# Need help with scenery ideas



## nsmustang55ol (Sep 3, 2021)

I need some ideas. I have the basic idea of what I want to do but need help with all these elevation changes. I like simple. ok so the left “loops” will be tunnels under a mountain or hill. Inside the loops will be a mining area. Prolly coal. The back drop starting problably from a round the middle to the right will be scenery/warehouse/city pictures and some building protruding from the backdrop. The right side will be a yard, design. It finalized but will have a couple of sidings or of it. Any ideas area appreciated. What would you do? I know I want the outer main ballasted a different color than the other tracks. i have lots of trees and I love rocks.


----------



## Magic (Jan 28, 2014)

I think I would start by smoothing out all your terrain features first.
looks like you need a couple of bridges and than fill in the land etc.
You'll get a better idea of what will fit where.
Might need a flashing red light on that coffee cup billboard.  

Looking pretty good so far, keep at it and it will come together. 

Magic


----------



## BigGRacing (Sep 25, 2020)

Wow, so much more track room in “n” scale!


----------



## afboundguy (Jan 10, 2021)

BigGRacing said:


> Wow, so much more track room in “n” scale!
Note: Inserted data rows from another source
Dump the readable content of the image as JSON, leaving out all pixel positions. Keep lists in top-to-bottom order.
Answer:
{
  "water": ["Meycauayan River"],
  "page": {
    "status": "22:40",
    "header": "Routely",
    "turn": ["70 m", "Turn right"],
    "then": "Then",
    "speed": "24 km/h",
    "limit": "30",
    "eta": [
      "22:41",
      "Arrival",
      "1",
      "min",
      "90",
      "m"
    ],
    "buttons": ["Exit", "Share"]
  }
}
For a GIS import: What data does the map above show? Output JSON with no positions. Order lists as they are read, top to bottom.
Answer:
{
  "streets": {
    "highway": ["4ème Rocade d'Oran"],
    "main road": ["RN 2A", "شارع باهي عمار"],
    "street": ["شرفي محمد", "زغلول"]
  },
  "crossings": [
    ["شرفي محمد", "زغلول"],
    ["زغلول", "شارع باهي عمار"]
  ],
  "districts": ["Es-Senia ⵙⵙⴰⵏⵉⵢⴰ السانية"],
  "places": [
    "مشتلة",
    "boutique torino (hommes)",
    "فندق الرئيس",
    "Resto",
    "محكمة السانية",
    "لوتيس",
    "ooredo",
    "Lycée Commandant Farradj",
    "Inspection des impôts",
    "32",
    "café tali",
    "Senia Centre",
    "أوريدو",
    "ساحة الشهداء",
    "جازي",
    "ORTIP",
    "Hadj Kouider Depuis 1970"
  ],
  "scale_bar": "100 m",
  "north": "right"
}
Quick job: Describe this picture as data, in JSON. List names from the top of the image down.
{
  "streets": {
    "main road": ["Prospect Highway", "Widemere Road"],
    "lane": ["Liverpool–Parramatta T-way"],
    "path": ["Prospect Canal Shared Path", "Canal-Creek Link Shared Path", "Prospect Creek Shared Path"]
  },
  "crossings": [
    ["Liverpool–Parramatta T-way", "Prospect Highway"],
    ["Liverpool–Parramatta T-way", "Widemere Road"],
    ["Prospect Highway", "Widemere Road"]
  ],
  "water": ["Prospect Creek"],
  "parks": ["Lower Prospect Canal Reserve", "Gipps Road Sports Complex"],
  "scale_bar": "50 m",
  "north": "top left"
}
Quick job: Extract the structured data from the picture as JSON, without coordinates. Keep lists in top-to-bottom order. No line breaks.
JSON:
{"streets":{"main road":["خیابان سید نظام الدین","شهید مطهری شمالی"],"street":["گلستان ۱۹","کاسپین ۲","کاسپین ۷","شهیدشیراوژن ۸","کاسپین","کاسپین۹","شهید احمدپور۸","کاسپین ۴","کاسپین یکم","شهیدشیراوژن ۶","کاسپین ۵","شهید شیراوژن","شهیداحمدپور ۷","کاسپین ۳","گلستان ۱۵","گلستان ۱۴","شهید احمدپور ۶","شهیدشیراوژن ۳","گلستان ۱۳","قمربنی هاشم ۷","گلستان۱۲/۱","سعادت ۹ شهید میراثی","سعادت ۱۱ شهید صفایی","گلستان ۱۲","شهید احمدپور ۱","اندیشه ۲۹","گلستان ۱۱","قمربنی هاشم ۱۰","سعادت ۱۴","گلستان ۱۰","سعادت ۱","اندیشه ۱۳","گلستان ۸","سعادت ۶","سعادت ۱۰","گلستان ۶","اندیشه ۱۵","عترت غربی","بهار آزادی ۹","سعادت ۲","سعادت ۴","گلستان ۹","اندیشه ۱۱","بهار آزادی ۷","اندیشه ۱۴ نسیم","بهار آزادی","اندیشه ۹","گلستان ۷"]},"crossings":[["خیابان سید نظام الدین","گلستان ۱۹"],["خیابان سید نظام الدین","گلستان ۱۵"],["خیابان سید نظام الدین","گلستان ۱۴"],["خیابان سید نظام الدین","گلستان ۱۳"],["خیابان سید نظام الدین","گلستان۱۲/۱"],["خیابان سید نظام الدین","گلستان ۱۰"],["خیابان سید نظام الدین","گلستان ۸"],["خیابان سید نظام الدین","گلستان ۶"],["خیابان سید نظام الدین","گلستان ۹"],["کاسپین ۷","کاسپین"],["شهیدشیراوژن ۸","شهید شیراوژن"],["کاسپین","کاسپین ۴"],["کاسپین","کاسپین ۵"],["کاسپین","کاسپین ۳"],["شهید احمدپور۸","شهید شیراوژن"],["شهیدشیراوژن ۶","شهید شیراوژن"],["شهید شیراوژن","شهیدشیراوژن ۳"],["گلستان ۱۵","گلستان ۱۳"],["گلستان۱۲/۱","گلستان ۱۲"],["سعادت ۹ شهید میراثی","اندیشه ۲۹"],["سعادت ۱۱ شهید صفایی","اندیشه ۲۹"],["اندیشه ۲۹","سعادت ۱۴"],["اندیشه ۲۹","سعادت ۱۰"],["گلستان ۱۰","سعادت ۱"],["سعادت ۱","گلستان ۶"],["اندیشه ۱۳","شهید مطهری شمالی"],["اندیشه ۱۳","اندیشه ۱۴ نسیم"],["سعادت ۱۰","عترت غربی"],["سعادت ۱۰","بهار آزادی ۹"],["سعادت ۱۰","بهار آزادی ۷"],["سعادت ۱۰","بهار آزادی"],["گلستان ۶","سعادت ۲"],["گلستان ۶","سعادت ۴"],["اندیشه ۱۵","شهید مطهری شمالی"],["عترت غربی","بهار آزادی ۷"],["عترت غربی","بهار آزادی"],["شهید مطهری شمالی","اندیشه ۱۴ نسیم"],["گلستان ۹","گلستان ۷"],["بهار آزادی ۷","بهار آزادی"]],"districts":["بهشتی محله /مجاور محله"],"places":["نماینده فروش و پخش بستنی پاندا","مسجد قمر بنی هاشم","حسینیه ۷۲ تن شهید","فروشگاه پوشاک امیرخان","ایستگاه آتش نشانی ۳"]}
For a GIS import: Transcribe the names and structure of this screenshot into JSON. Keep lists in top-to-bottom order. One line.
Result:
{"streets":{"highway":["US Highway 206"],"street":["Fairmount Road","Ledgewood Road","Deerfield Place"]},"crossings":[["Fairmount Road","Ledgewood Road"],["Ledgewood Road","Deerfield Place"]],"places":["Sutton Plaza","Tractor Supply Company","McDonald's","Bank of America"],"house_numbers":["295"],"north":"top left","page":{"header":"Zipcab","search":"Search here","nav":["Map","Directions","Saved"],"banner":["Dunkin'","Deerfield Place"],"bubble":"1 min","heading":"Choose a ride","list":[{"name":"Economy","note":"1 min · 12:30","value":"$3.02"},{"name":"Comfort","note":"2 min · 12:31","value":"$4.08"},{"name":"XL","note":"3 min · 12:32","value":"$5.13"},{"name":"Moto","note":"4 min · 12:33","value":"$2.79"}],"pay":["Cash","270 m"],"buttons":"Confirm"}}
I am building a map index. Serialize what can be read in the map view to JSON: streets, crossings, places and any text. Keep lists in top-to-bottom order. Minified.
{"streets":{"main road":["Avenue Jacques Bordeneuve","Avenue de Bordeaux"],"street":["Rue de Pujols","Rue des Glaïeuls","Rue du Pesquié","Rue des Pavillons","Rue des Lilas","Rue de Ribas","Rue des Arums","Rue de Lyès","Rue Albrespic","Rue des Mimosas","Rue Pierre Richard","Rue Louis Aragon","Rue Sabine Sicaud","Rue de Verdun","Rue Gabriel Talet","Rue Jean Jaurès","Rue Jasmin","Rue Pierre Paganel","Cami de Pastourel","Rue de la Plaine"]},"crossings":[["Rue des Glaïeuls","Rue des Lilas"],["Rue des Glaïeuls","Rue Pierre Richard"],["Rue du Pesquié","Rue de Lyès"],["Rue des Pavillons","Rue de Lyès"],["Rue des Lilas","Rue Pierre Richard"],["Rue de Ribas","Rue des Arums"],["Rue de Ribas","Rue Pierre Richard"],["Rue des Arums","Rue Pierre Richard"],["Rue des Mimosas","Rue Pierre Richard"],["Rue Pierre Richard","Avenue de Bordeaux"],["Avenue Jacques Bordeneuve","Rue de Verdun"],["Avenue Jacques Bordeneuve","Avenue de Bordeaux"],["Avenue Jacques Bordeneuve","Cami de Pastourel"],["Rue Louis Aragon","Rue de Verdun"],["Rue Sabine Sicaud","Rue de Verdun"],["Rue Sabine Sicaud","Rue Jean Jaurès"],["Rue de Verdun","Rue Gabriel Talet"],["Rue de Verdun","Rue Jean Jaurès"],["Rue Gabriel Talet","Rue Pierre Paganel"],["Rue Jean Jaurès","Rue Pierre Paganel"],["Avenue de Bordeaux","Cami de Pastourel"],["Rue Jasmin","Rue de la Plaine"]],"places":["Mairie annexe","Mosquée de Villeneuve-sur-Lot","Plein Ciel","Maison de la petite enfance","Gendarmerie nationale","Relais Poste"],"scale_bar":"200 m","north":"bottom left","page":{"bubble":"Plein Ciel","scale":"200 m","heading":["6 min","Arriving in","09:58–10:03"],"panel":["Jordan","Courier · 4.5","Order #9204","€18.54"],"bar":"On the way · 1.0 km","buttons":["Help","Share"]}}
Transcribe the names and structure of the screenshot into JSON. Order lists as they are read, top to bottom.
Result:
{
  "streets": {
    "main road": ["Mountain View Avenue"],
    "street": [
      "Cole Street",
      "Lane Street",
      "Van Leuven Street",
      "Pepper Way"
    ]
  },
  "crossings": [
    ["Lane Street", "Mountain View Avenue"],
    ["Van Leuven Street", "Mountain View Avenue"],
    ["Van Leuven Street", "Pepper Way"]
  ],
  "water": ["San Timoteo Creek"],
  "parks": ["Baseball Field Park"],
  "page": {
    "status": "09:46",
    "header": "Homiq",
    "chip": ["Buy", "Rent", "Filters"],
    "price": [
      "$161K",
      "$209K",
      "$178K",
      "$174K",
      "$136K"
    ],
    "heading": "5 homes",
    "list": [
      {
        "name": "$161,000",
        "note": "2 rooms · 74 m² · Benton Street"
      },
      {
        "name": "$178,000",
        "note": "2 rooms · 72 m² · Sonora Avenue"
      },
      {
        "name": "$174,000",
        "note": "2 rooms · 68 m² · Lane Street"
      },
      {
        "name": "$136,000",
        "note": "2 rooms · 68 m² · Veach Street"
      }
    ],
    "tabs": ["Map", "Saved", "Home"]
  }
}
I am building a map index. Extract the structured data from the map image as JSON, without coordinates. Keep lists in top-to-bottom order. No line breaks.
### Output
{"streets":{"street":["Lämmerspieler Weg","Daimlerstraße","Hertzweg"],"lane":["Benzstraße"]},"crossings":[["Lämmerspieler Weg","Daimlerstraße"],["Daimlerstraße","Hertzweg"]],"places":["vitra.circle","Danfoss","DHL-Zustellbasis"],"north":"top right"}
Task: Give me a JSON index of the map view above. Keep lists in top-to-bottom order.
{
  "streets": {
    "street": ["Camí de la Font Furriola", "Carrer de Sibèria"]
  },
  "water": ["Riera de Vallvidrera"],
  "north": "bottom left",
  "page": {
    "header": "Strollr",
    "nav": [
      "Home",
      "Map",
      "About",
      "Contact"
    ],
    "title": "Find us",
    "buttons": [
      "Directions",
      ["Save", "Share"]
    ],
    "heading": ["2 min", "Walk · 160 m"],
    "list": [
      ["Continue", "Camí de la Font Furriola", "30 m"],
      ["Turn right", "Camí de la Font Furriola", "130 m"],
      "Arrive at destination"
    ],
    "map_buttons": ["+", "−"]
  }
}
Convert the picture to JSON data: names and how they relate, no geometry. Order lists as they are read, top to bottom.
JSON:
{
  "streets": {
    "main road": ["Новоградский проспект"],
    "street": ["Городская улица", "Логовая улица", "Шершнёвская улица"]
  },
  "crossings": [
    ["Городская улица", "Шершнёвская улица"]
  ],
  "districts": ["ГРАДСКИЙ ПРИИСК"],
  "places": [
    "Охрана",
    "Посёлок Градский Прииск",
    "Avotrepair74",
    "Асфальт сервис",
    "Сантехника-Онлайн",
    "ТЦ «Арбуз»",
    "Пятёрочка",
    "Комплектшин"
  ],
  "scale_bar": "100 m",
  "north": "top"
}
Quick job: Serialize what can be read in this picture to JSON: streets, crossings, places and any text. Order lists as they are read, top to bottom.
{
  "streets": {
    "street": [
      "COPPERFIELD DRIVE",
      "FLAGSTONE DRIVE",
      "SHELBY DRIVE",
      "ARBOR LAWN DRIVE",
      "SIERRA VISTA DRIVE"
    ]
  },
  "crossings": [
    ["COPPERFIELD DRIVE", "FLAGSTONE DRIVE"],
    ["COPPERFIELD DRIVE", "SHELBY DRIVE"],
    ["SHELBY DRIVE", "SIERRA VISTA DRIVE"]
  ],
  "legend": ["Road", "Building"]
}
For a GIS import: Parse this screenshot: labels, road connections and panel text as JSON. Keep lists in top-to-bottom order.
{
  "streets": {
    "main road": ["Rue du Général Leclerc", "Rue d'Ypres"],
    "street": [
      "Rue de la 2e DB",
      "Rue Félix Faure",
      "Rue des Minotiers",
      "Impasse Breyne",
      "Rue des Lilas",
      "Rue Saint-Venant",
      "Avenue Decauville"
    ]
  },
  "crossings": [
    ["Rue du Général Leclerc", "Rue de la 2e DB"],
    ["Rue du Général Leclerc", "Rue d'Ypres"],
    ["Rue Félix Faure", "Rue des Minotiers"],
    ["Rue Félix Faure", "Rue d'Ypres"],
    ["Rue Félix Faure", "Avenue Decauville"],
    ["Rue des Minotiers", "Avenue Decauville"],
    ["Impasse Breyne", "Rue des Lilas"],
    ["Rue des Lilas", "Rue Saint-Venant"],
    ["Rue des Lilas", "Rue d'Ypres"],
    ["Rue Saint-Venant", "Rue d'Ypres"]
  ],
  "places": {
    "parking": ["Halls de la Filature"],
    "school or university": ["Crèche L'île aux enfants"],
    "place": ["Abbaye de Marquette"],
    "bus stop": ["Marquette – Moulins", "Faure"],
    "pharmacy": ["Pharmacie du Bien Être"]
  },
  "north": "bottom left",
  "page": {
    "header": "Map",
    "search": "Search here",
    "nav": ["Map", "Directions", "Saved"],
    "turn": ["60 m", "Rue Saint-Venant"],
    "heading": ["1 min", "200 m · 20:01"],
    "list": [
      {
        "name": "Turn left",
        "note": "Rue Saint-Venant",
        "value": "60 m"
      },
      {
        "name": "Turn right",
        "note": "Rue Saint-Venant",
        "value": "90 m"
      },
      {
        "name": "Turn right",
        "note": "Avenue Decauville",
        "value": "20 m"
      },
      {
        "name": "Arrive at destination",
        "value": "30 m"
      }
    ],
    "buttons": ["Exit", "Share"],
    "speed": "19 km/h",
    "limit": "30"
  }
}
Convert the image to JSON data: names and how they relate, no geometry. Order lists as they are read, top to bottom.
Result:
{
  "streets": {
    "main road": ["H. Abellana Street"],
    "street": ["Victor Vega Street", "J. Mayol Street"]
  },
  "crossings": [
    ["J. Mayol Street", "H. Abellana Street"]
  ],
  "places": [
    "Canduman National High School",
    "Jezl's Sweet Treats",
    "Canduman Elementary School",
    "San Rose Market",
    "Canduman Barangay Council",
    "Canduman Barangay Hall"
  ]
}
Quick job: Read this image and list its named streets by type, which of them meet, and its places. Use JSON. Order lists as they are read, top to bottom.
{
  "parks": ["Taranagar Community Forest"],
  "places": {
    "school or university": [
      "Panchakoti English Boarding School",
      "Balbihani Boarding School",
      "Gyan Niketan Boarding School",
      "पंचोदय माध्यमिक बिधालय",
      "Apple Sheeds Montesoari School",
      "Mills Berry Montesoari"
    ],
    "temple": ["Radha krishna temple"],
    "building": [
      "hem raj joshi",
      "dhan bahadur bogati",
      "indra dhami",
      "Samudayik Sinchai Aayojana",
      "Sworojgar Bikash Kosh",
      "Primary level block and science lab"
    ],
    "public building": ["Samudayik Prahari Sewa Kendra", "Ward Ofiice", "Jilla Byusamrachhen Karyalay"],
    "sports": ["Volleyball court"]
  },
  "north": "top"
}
Funny I almost wish I switched to N scale... I ended up buying basically all new rolling stock and engines anyways and I could have made my layout look way bigger with N scale on it's current footprint but oh well!


----------



## Norgale300$$ (Dec 9, 2021)

Good pics of the layout mustang but how about one showing the whole thing at once? That will be easier to visualize what you have to work with. I too am looking for mining ideas so I'll work on that for now. I visualize a mountain of some sort with my mainline track going through it with the mine head coming out of the side of the mt..It then needs to have a way for the coal to get to the crusher and then to a storage bin over the loading tracks where hoppers can be loaded on each track at the same time. ( Not a working loader) I'll have to build the buildings from wood and from scratch but that's half the fun for me. Question is how to build the mountain.? First I think I will build a tunnel over the mainline so the ML trains can run the area without getting hit by mountain stuff. Then I think the best way to build a mountain is with the cardboard strips covered with paper towels dipped in a solution of plaster or sprayed with 50% water mixed with 50% white glue. I kinda like the glue idea since it should be easier and less messy than plaster. However what I'm lacking is pictures of mining buildings. I keep looking on line for something to copy but most of what I find would be way too big. I guess we need to mark out the limits of the mountains on the layout floor and decide where tunnels will be needed and build them first. How's that for a start?


----------



## N-Designer (Jan 1, 2022)

When I built my Polar express theater, I started off with the blocks of wood, foam then, after making sure all the hills and valleys where worked out. I then proceeded using plaster of paris, and paint as a base coat for the whole layout. You could start off in a corner and add little by little too. There are ton of videos showing how to make your own clump, flock and trees. Since then, I have never bought anything for my two layouts. You can also print all your buildings with an fdm printer. I like luke towen the best for details and terrain tutor for terrain.


----------



## nsmustang55ol (Sep 3, 2021)

Haven’t decided on a yard design yet. the turnouts you see will be sidings. The left side will be a mountain with 2 tunnels, one tunnel will be the elevated track, other one for inner track.


----------



## nsmustang55ol (Sep 3, 2021)

Played around with the yard today. Dropped some more feeders around mains. Getting close to painting backdrop and base.


----------



## nsmustang55ol (Sep 3, 2021)

Started filling in the terrain with some insulation foam I have a bunch of after insulating my building. Shapes real easy with sanding block and wirebrush. One I get shaped how I like it, it will all get covered in watered down glue and toilet paper. Then coated with sumn more rocky, plaster or skulptamold. Also the front left fascia will be made removable to access the tunnel need be. coming together. Nice to see some terrain.


----------



## nsmustang55ol (Sep 3, 2021)

Update: my foam cutter came in…been getting after it. Also removed a turnout from upper level. Moved to bottom. Working on mine canyon, goin to be a tunnel eventually.


----------



## nsmustang55ol (Sep 3, 2021)

Today, 

added worklight
Built up the mine walls and rough cut a top out for it. also cut some expansion gaps in track.


----------